Correspondence Address:
Dr. Sujata Sarkar
Batra Housing Complex, Tughlakabad Institutional Area, Mehrauli Badarpur Road, New Delhi 110062.
India

Source of Support: None, Conflict of Interest: None

DOI: 10.4103/bjoc.bjoc_24_21

Abstract

Langerhans cell histiocytosis (LCH) is a “histiocytic” disorder with a spectrum of presentations often with different names having confined a bone, overlying skin, and local lymph nodes or having multiorgan involvement. It is characterized by clonal proliferation of Langerhans cells, which have typical grooved nuclei and tennis racquet-shaped Birbeck’s granules. It is more common in children below 10 years. It is more common in men with M:F is 2:1. Bone is the most common site of involvement. Among lymph nodes, cervical chain is most commonly involved and inguinal lymphatic chain involvement is rarely seen. Diagnosis requires histopathological confirmation. Histopathology shows proliferation of dendritic cells expressing high levels of Langerin, a lectin required for the formation of Birbeck granules. It is positive for CD1a, Langerin, S100, CD68, and vimentin. Here, we are reporting a case of LCH of solitary inguinal mass, localized to unilateral pubic bone, overlying skin and inguinal nodes, in a 35-year-old man. Our aim is to discuss about the investigations leading to diagnosis of this rare entity, LCH; its treatment with surgery and adjuvant radiotherapy, which led to complete response and patient is disease free even after 4 years of treatment.

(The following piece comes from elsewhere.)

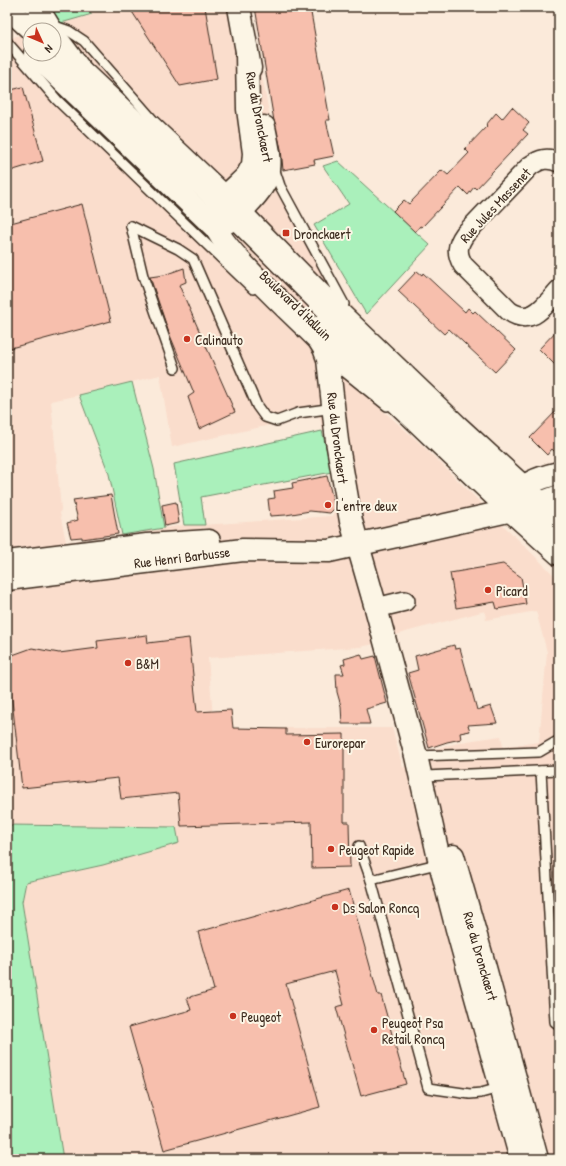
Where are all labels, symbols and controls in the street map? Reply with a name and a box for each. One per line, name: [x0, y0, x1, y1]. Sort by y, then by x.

Keywords: Adjuvant radiotherapy, complete response, disease free, Langerhans cell histiocytosis, solitary inguinal mass

How to cite this article:
Sarkar S, Saha M, Chaudhuri T, Roy S. Langerhans cell histiocytosis of solitary inguinal mass: Diagnosis and treatment of an unusual case with complete response. Bengal J Cancer 2021;1:43-6

How to cite this URL:
Sarkar S, Saha M, Chaudhuri T, Roy S. Langerhans cell histiocytosis of solitary inguinal mass: Diagnosis and treatment of an unusual case with complete response. Bengal J Cancer [serial online] 2021 [cited 2023 Jun 6];1:43-6. Available from: http://www.bengaljcancer.org/text.asp?2021/1/1/43/335060

Introduction

Langerhans cell histiocytosis (LCH) is a rare pathology caused by abnormal clonal proliferation of Langerhans cells. It primarily affects children, median age 2–4 years, and is twice more common in men than women.^[1] It can be localized to single or multiple sites within a single system or more disseminated and multisystem. Bone is the most commonly involved site. Rarely, LCH can primarily involve lymph nodes without involving other sites, where cervical lymph nodes are the most and inguinal nodes are the least commonly affected nodes.^[2] Overall, LCH is very rare with an incidence of 1–4 cases per 10 lakhs population.^[3] To the best of our knowledge, in all the case reports on LCH of lymph nodes, it has involved children and with cervical lymph nodes. Here, we are presenting a case of LCH of a solitary inguinal mass, focusing on the investigations done to diagnose a rare malignancy, LCH and treatment done due to which patient is disease free since 4 years.

Case Report

A 35-year-old man presented in July 2017 with an ulcero-proliferative left inguinal mass since 9 months, which was gradually progressive and painful. The finding of general and systemic examination was unremarkable. No other lymphadenopathy was detected. On local examination, the mass was 3.5 × 2 cm in size, ulcero-proliferative, firm, immobile and tender. Complete blood count, kidney and liver function tests were normal. Mantoux test was unremarkable. CECT neck and thorax was normal. Triphasic computed tomography (CT) scan of the whole abdomen revealed a large enhancing soft tissue mass at the left inguinal region 4 cm × 3 cm involving overlying skin along with left inguinal lymphadenopathy [Figure 1]A.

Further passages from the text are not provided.